Gli inquirenti italiani oggi hanno inflitto altri due duri colpi alla 'ndrangheta, che in questi anni ha messo sempre più radici in Lombardia. KEYSTONE/AP/Claudio Furlan sda-ats
Questo contenuto è stato pubblicato il 06 luglio 2020 - 17:42
(Keystone-ATS)

Gli inquirenti italiani oggi hanno inflitto altri due duri colpi alla 'ndrangheta, che in questi anni ha messo sempre più radici in Lombardia.

Uno che è servito per smantellare con 17 misure cautelari eseguite dai carabinieri un traffico di droga, gestito in piazze di spaccio anche da affiliati all'ormai ben nota cosca dei Barbaro-Papalia, attiva da decenni in un'area a sud di Milano, tra Buccinasco, Cesano Boscone e Corsico. L'altro che ha portato ad una maxi confisca di beni, tra cui numerosi immobili, terreni e boschi, ma anche cavalli tenuti in un ranch, a carico dello storico boss lombardo Bartolomeo Iaconis.

Già nel '94 Iaconis, 61 anni e capo della "locale" di Fino Mornasco (Como), era stato arrestato nel maxi blitz contro la 'ndrangheta al nord "Fiori della notte di San Vito". Nel '98 era uscito dal carcere e ci è tornato lo scorso anno per l'omicidio del 2008 di Franco Mancuso nel Comasco, con indagini riaperte dopo le dichiarazioni di un collaboratore (il processo è in corso, chiesto l'ergastolo).

Oggi, dopo una serie di sequestri sul suo patrimonio già disposti lo scorso anno, è arrivato il provvedimento dei giudici della Sezione misure di prevenzione del Tribunale milanese, su richiesta della Direzione distrettuale anti-mafia. Giudici che gli hanno applicato anche la sorveglianza speciale per 3 anni e 6 mesi.

Nel decreto vengono riportati anche atti di indagini che nel corso degli anni hanno visto coinvolto Iaconis. E così si legge che "scritti che riportano le formule prescritte per l'affiliazione o per il conferimento delle 'doti'" della 'ndrangheta sono stati trovati in "possesso" del boss già "nel 1979", quando aveva 21 anni.

Il sequestro da oltre 1,2 milioni di euro trasformato in confisca, ha riguardato anche conti correnti e 55'000 euro trovati in una "intercapedine" dentro un muro e i beni dell'azienda agricola Bart-Ranch di Appiano Gentile (Como), compresi stalloni, puledri, ma anche bovini, pecore e capre.

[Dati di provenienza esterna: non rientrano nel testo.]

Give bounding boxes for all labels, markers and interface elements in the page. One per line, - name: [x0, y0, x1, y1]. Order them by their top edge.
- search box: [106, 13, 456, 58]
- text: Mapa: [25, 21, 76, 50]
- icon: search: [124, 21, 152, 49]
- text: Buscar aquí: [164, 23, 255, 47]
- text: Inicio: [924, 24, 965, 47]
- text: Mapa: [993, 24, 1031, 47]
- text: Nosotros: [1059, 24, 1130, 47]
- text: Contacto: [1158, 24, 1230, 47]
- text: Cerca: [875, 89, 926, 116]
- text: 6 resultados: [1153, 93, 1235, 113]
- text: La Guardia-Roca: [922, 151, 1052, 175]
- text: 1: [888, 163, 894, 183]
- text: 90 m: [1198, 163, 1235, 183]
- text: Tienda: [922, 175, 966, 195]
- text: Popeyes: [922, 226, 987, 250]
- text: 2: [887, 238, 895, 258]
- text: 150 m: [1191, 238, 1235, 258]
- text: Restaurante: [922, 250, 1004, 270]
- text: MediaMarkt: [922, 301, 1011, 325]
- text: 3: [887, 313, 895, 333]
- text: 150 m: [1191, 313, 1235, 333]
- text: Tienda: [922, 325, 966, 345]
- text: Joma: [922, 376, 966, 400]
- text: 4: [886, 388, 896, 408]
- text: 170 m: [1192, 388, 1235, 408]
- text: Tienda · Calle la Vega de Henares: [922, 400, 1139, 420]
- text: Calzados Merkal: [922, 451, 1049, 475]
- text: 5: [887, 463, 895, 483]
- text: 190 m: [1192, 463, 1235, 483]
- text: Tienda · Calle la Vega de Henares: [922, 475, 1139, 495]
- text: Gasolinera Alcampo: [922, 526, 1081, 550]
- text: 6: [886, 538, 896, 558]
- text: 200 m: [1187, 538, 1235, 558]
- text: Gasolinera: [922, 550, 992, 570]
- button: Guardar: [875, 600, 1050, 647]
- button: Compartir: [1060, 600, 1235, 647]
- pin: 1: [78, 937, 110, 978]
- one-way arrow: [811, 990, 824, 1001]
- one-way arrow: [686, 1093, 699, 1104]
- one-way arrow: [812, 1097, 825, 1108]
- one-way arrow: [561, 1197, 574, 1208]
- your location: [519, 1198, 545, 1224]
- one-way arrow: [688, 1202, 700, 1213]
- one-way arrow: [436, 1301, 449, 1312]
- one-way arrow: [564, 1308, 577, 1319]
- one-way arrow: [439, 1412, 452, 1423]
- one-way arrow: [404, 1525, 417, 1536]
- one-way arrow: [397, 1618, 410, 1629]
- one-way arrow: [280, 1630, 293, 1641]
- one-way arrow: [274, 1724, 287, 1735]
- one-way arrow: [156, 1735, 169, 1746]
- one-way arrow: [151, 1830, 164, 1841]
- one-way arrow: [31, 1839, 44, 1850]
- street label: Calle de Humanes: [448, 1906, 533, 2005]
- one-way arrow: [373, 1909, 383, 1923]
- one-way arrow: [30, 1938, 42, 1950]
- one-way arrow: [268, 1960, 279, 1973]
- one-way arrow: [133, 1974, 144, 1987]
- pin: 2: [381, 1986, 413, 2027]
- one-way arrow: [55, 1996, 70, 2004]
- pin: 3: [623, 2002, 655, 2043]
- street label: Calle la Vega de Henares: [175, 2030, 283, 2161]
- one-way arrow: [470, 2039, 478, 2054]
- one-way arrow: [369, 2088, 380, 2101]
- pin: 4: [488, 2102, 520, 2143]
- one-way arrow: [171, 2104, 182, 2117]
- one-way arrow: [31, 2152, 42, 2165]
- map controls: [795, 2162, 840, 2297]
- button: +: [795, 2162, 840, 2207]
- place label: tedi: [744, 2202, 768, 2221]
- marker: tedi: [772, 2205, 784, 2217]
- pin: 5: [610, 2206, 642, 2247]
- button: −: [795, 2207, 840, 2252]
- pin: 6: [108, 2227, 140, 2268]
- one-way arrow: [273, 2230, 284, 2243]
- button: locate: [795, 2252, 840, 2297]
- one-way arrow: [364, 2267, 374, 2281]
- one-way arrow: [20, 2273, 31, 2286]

I giudici parlano di "una evidente sperequazione fra redditi dichiarati e stile di vita" del boss e spiegano che dagli "anni '70" ad oggi ha continuato "ad agire a favore dell'organizzazione mafiosa 'ndrangheta, di cui ha continuato a far parte" con "ruoli decisionali e di potere".

Nel frattempo, il blitz antidroga, che si è sviluppato stamani tra Milano e Reggio Calabria, è avvenuto nell'ambito di un'indagine scatta nel 2018 e prosecuzione dell'operazione "Quadrato" che aveva già colpito un gruppo dedito al traffico di cocaina e marijuana nel sud-ovest del capoluogo lombardo. Due gli indagati con l'aggravante del metodo mafioso "per avere agevolato la 'ndrangheta a Corsico-Buccinasco" e, in particolare, i clan Barbaro-Papalia. Anche in quest'indagine sono state decisive le dichiarazioni di un collaboratore di giustizia.